Zahoor Ahmed , a resident of Pakka Khanpur village, tells me: “This sarai was built in the time of Sher Shah Suri. My grandfather migrated here from Jammu in 1948. today nearly 30 families are living in Pakka Khanpur village – most of them are Kashimiri.”
He said that before Partition this sarai was in the possession of a wealthy Sikh family. After Partition in 1947, it was allocated to migrant families coming into the region.
Sarai Kharbooza, Islamabad?
Somewhat lesser known is the Sarai Kharbuza (Melon inn) , which is on outskirts of Islamabad city.
How the sarai got its name makes for an interesting story. Many think that Mughal Emperor Jahangir named it as such, while others believe the name came from its melon-shaped domes (which have not survived, apparently).
In 1607, when Jehangir visited this place, he records in Tuzuk-e-Jehangiri , “The Gakhars in earlier times had built a dome here and taken tolls from travelers. As the dome was shaped like a melon it became known by that name.”
The dome vanished over time. Only a mosque still stands and preserves the old architecture with small minarets and a dome plastered with cement.
Locals believe that this sarai was built by Sher Shah Suri. Most of the residents of Sarai Kharbooza village are Khattar Awans who settled here during the Sikh rule.

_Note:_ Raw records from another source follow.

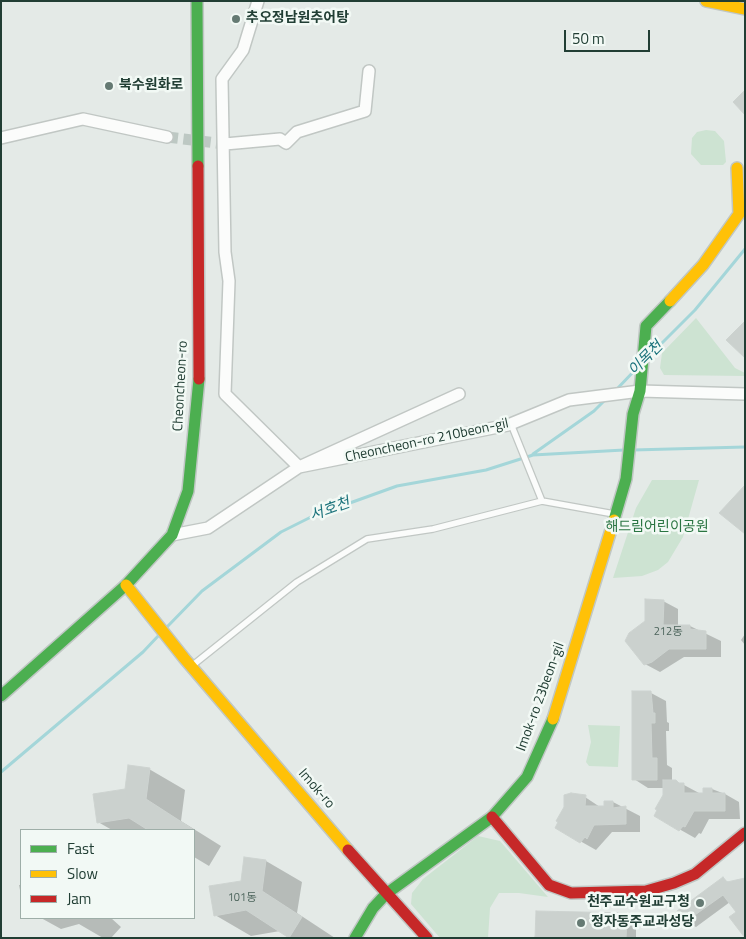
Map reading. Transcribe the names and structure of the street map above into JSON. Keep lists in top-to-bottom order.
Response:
{
  "streets": {
    "street": [
      "Cheoncheon-ro",
      "Cheoncheon-ro 210beon-gil",
      "Imok-ro 23beon-gil",
      "Imok-ro"
    ]
  },
  "crossings": [
    ["Cheoncheon-ro", "Cheoncheon-ro 210beon-gil"],
    ["Cheoncheon-ro", "Imok-ro"],
    ["Cheoncheon-ro 210beon-gil", "Imok-ro 23beon-gil"],
    ["Imok-ro 23beon-gil", "Imok-ro"]
  ],
  "water": ["이목천", "서호천"],
  "parks": ["해드림어린이공원"],
  "places": [
    "추오정남원추어탕",
    "북수원화로",
    "천주교수원교구청",
    "정자동주교과성당"
  ],
  "house_numbers": ["212동", "101동"],
  "legend": ["Fast", "Slow", "Jam"],
  "scale_bar": "50 m"
}
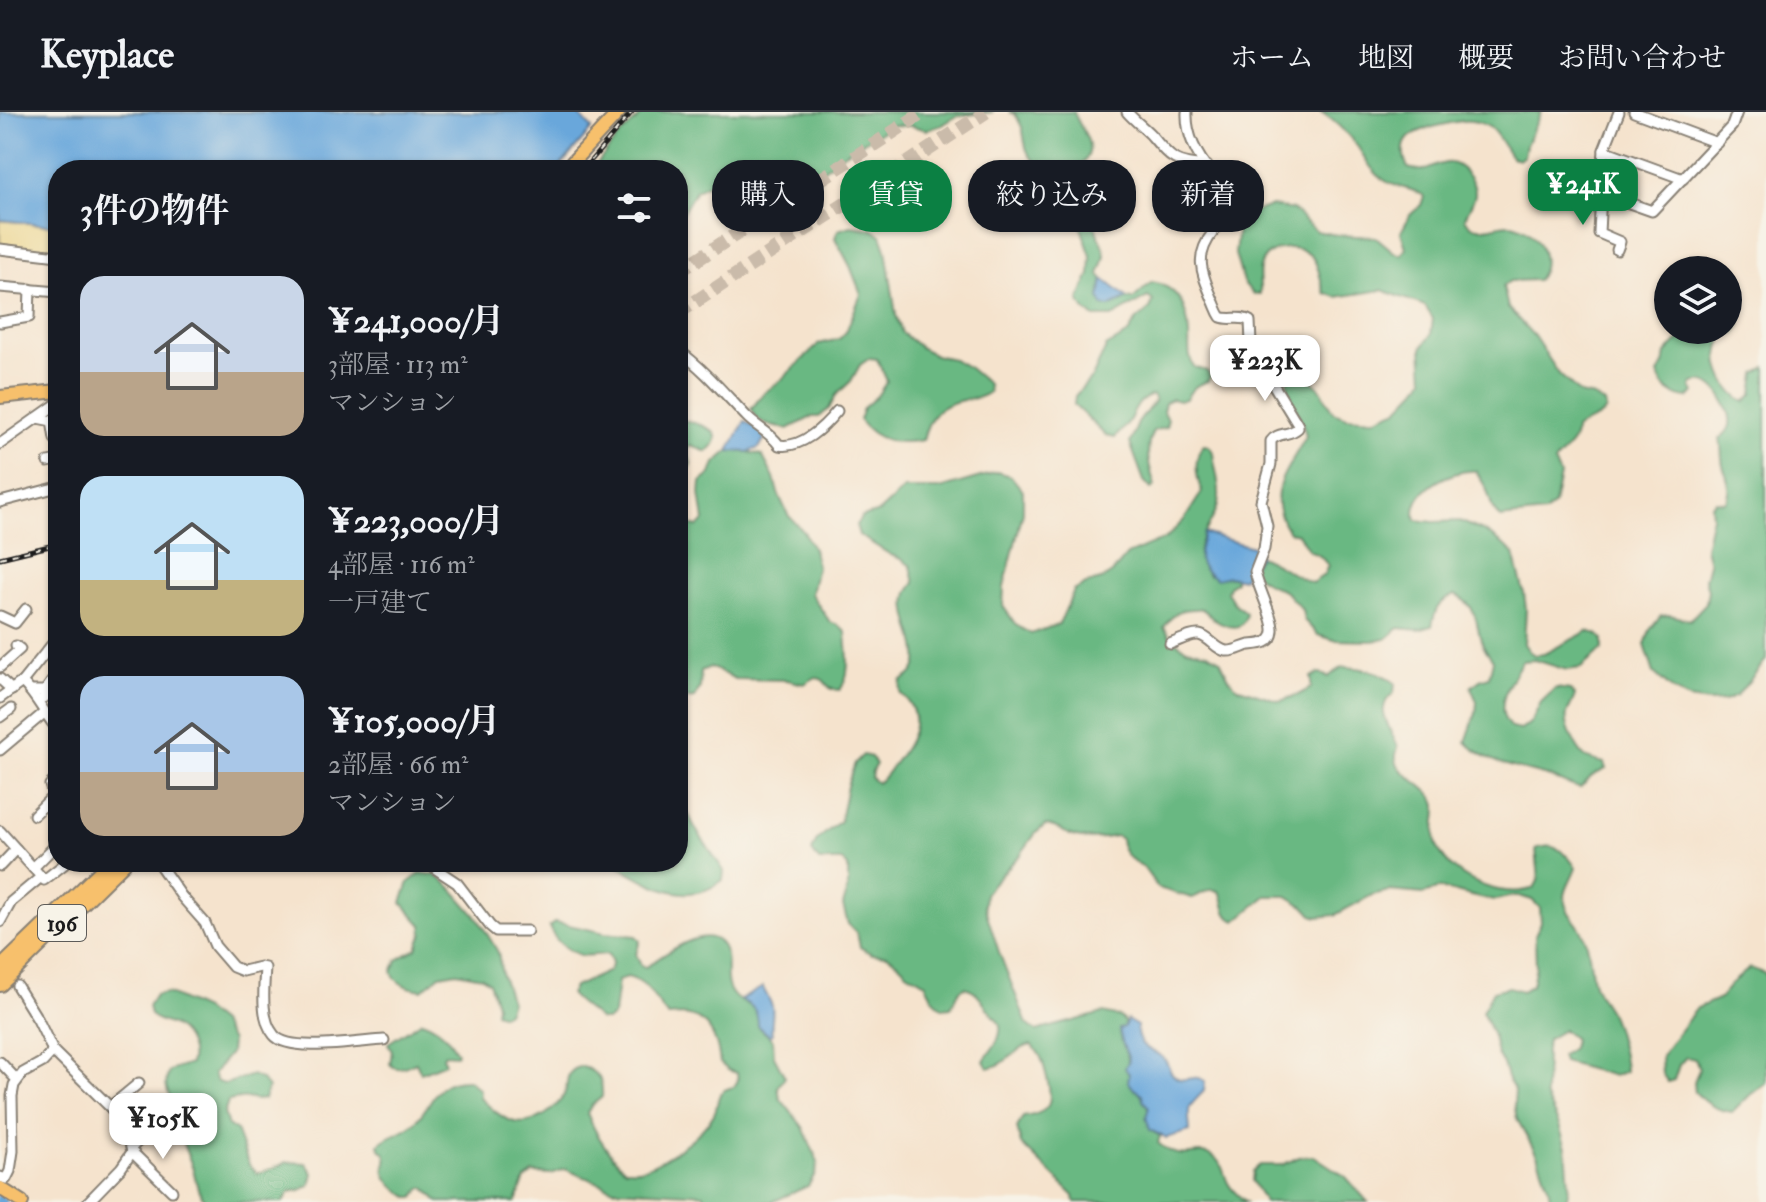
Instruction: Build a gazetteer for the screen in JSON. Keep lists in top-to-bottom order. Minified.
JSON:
{"streets":{"highway":["196"]},"page":{"header":"Keyplace","nav":["ホーム","地図","概要","お問い合わせ"],"price":["¥241K","¥223K","¥105K"],"chip":["購入","賃貸","絞り込み","新着"],"heading":"3件の物件","list":[{"name":"¥241,000/月","note":"3部屋 · 113 m² · マンション"},{"name":"¥223,000/月","note":"4部屋 · 116 m² · 一戸建て"},{"name":"¥105,000/月","note":"2部屋 · 66 m² · マンション"}]}}
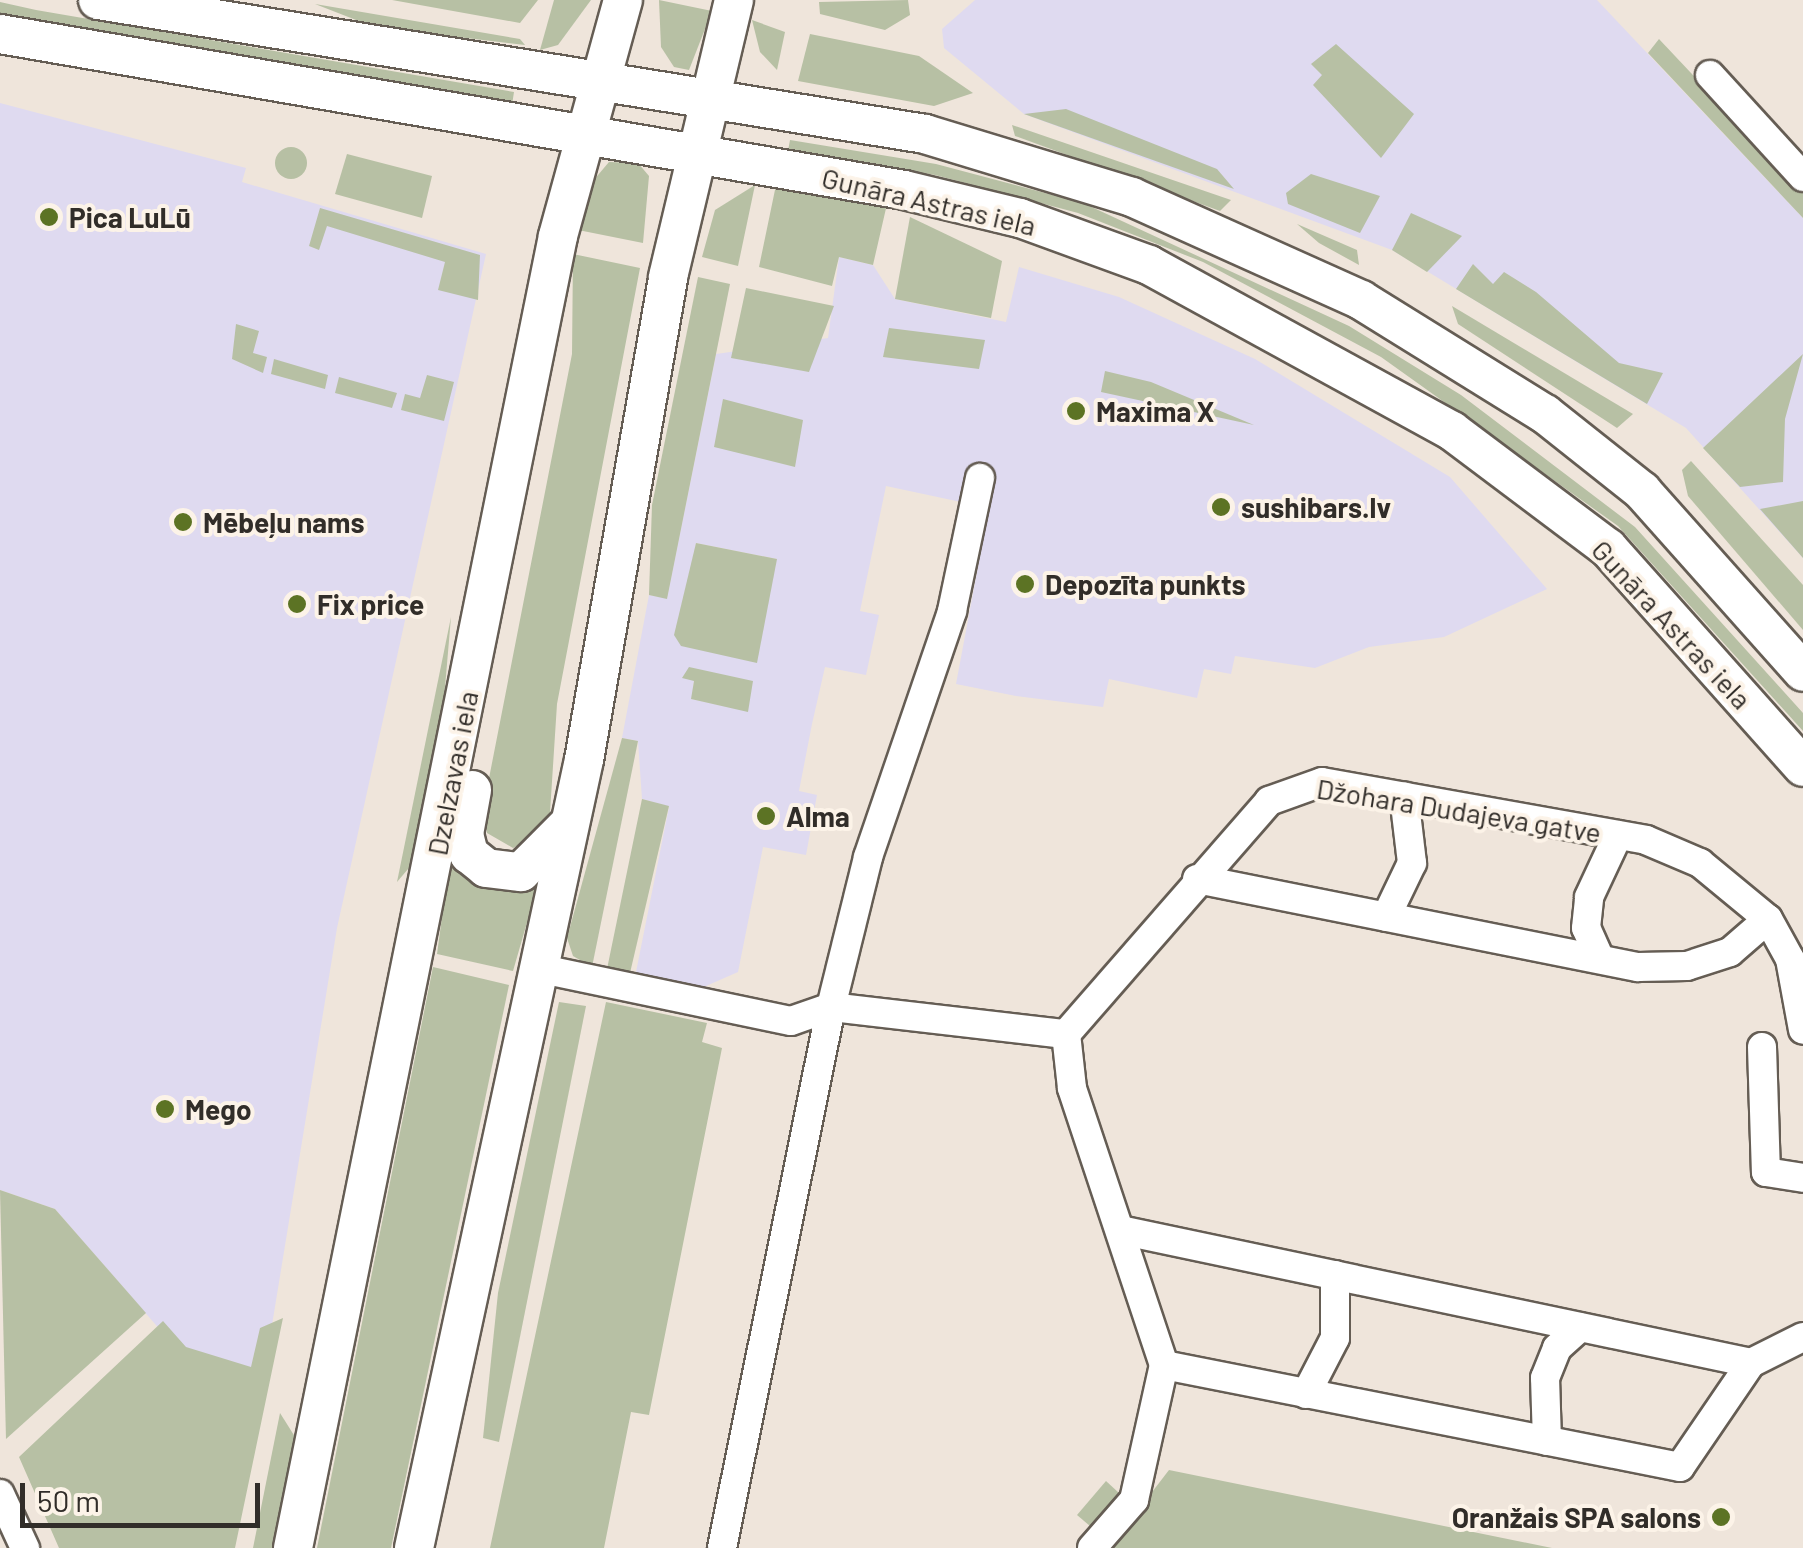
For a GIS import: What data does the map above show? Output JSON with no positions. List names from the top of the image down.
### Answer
{
  "streets": {
    "main road": ["Gunāra Astras iela", "Dzelzavas iela"],
    "street": ["Džohara Dudajeva gatve"]
  },
  "crossings": [
    ["Gunāra Astras iela", "Dzelzavas iela"]
  ],
  "places": [
    "Pica LuLū",
    "Maxima X",
    "sushibars.lv",
    "Mēbeļu nams",
    "Depozīta punkts",
    "Fix price",
    "Alma",
    "Mego",
    "Oranžais SPA salons"
  ],
  "scale_bar": "50 m"
}
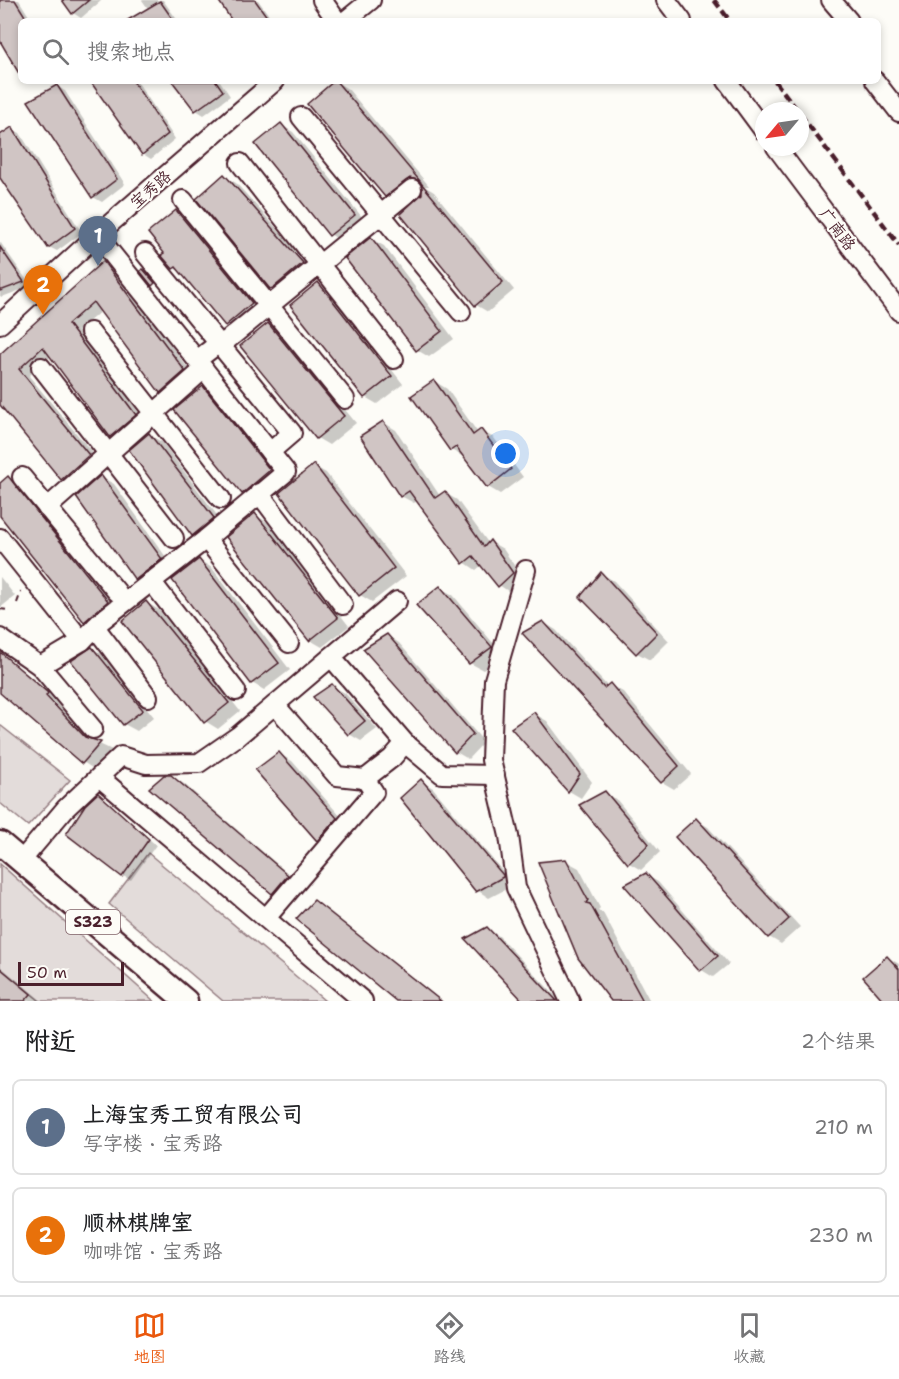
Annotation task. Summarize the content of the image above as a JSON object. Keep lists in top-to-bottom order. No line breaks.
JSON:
{"streets":{"main road":["S323"],"street":["宝秀路","广南路"]},"scale_bar":"50 m","north":"bottom left","page":{"search":"搜索地点","pins":["1","2"],"scale":"50 m","heading":["附近","2个结果"],"list":[{"mark":"1","name":"上海宝秀工贸有限公司","note":"写字楼 · 宝秀路","value":"210 m"},{"mark":"2","name":"顺林棋牌室","note":"咖啡馆 · 宝秀路","value":"230 m"}],"nav":["地图","路线","收藏"]}}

The surviving cells/living-quarters are being demolished and their bricks used for construction elsewhere.
Izzah Khan, who heads the Islamabad-based NGO known as the ‘Centre for Culture and Development’ (C2D) says, “This site was protected under the Special Premises Act. But later on it fell within the radius of the federal capital and was no longer under the control of the Department of Archaeology in Punjab.. This confusion caused the neglect of this site. Clause 10 of the Punjab Special Premises Ordinance 1985 states that ‘if the government apprehends that a special premises is in danger of being destroyed, injured or allowed to call into decay, it may acquire it or a part thereof under the Land Acquisition Act, 1894’”
Sadly no serious efforts have been made for the restoration or conservation of these sarais. One day, I fear, all we will have left of them will be photos.